Happy New Year! Peace on Earth in 2013.



A ‘real American triumph’: the US shale revolution delivers a much cleaner environment, along with jobs and prosperity, by Mark J. Perry.

To summarize, the great “American triumph” is creating millions of shovel-ready jobs throughout the U.S. labor market, stimulating the economy with trillions of dollars of new investment capital, lowering energy costs for residential and industrial customers and generating billions of dollars of savings, bringing U.S. natural gas prices down to the lowest level in the world and helping to spark a renaissance in energy-intensive manufacturing, adding billions of dollars of revenues for federal and state governments, and creating thousands of new millionaires from the oil and gas royalties being paid out to farmers and landowners around the country. And as an additional environmental benefit, we’re “rolling the carbon clock back” by several decades.
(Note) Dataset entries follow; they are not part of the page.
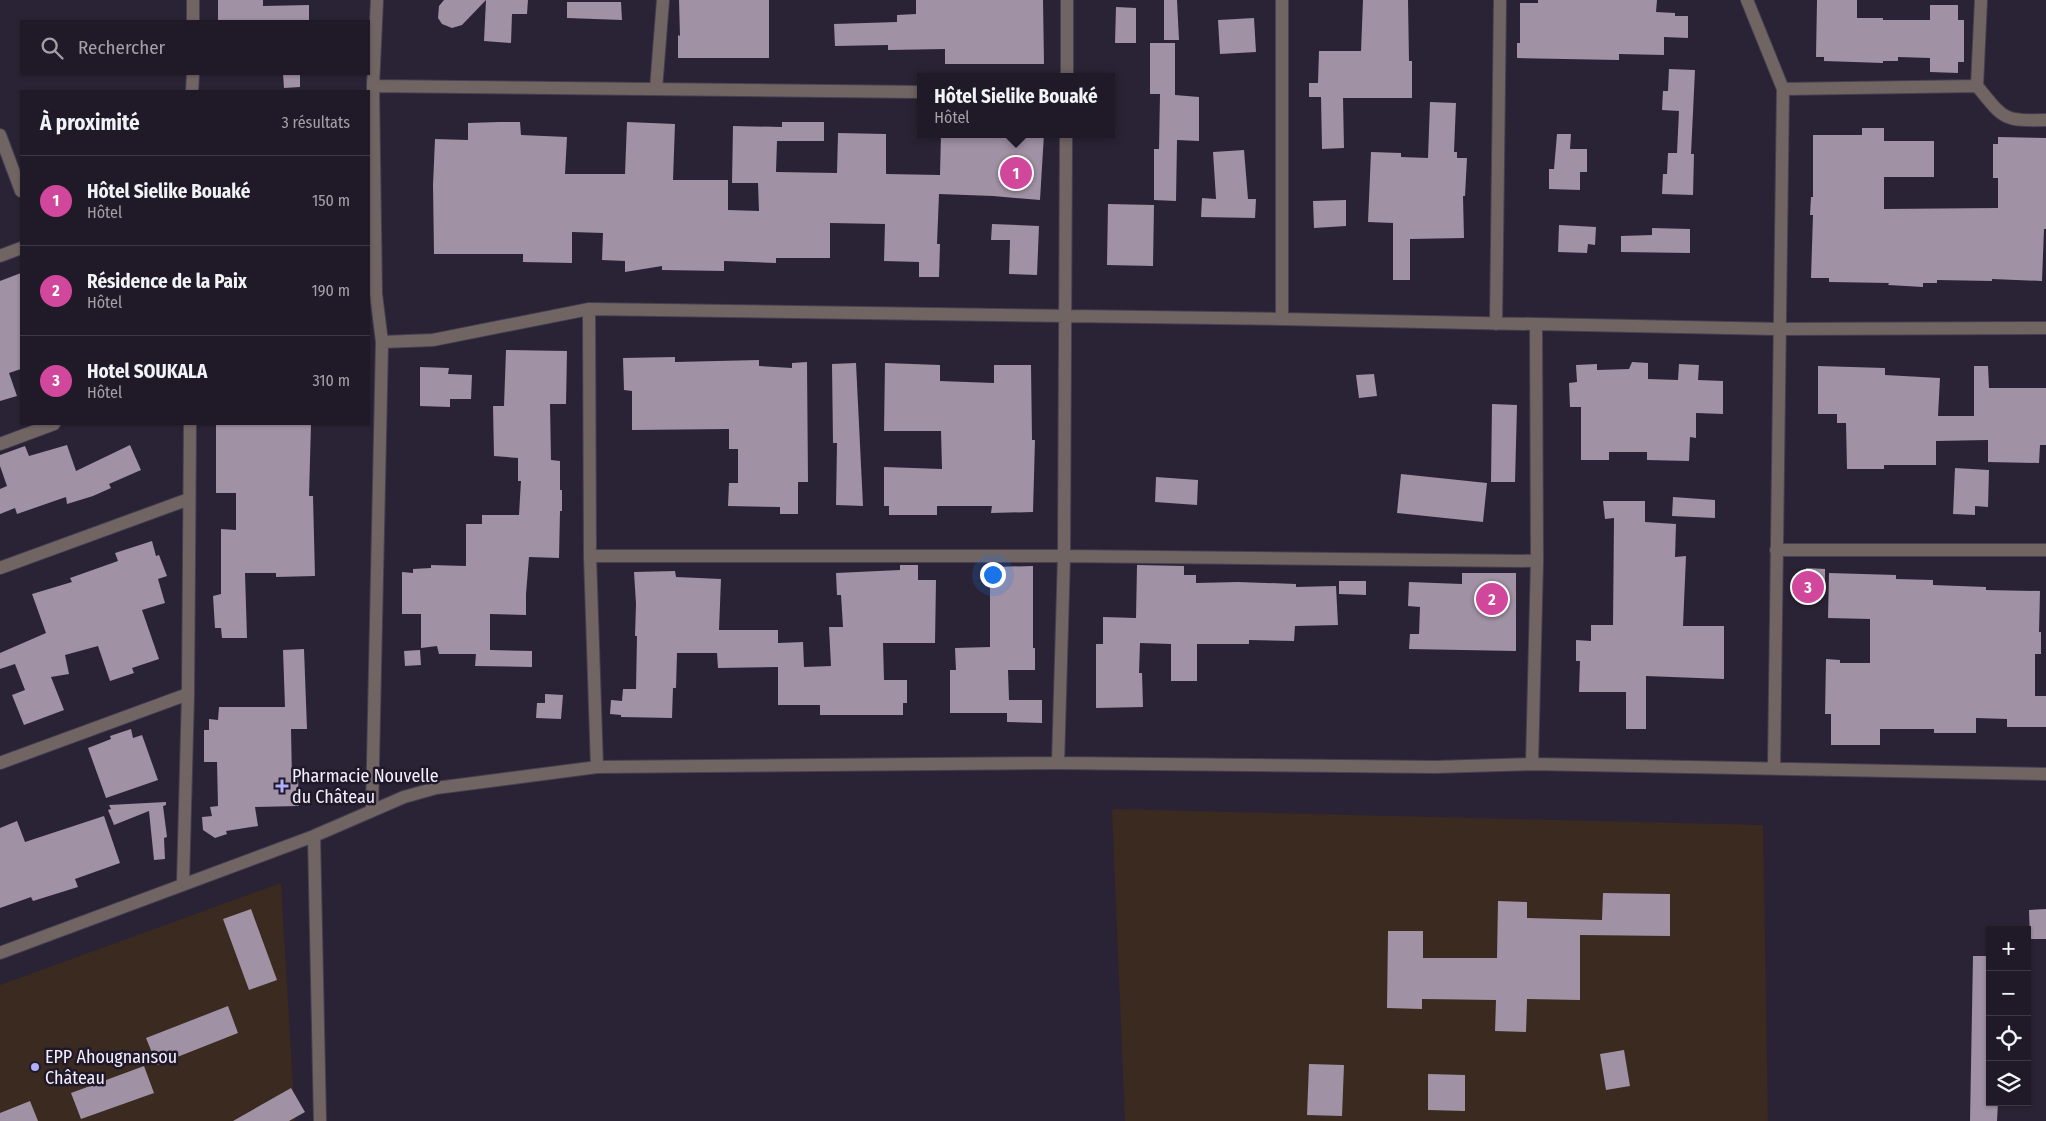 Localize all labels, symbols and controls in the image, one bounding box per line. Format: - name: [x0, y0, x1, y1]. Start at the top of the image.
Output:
- search box: [20, 20, 370, 75]
- icon: search: [38, 34, 66, 62]
- text: Rechercher: [78, 36, 165, 59]
- popup: [917, 73, 1115, 138]
- text: Hôtel Sielike Bouaké: [934, 85, 1098, 108]
- text: Hôtel: [934, 108, 970, 127]
- text: À proximité: [40, 110, 140, 136]
- text: 3 résultats: [282, 113, 350, 132]
- pin: 1: [1000, 154, 1032, 192]
- text: Hôtel Sielike Bouaké: [87, 180, 250, 203]
- text: 1: [53, 191, 59, 210]
- text: 150 m: [312, 191, 350, 210]
- text: Hôtel: [87, 203, 122, 222]
- text: Résidence de la Paix: [87, 270, 247, 293]
- text: 2: [52, 281, 60, 300]
- text: 190 m: [312, 281, 350, 300]
- text: Hôtel: [87, 293, 122, 312]
- text: Hotel SOUKALA: [87, 360, 207, 383]
- text: 3: [52, 371, 60, 390]
- text: 310 m: [313, 371, 350, 390]
- text: Hôtel: [87, 383, 122, 402]
- your location: [980, 562, 1006, 588]
- pin: 3: [1792, 568, 1824, 606]
- pin: 2: [1476, 580, 1508, 618]
- place label: Pharmacie Nouvelle du Château: [292, 765, 439, 808]
- marker: Pharmacie Nouvelle du Château: [276, 780, 288, 792]
- map controls: [1986, 926, 2031, 1106]
- button: +: [1986, 926, 2031, 971]
- button: −: [1986, 971, 2031, 1016]
- button: locate: [1986, 1016, 2031, 1061]
- place label: EPP Ahougnansou Château: [45, 1046, 177, 1089]
- marker: EPP Ahougnansou Château: [29, 1061, 41, 1073]
- button: layers: [1986, 1061, 2031, 1106]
Unless there is major political or regulatory interference, the impact of the energy revolution and the “real American triumph” is just getting started, and provides one of the strongest reasons to be optimistic about the U.S. economy, the job market, and the environment.

The greening of the planet, by Matt Ridley.

In the future, Earth's plants should be able to successfully adjust their physiology to accommodate a warming of the magnitude and rate-of-rise that is typically predicted by climate models to accompany the projected future increase in the air's CO2 content. Factoring in plant productivity gains that will occur as a result of the aerial fertilization effect of the ongoing rise in atmospheric CO2, plus its accompanying transpiration- reducing effect that boosts plant water use efficiency, the world's vegetation possesses an ideal mix of abilities to reap a tremendous benefit in the years and decades to come.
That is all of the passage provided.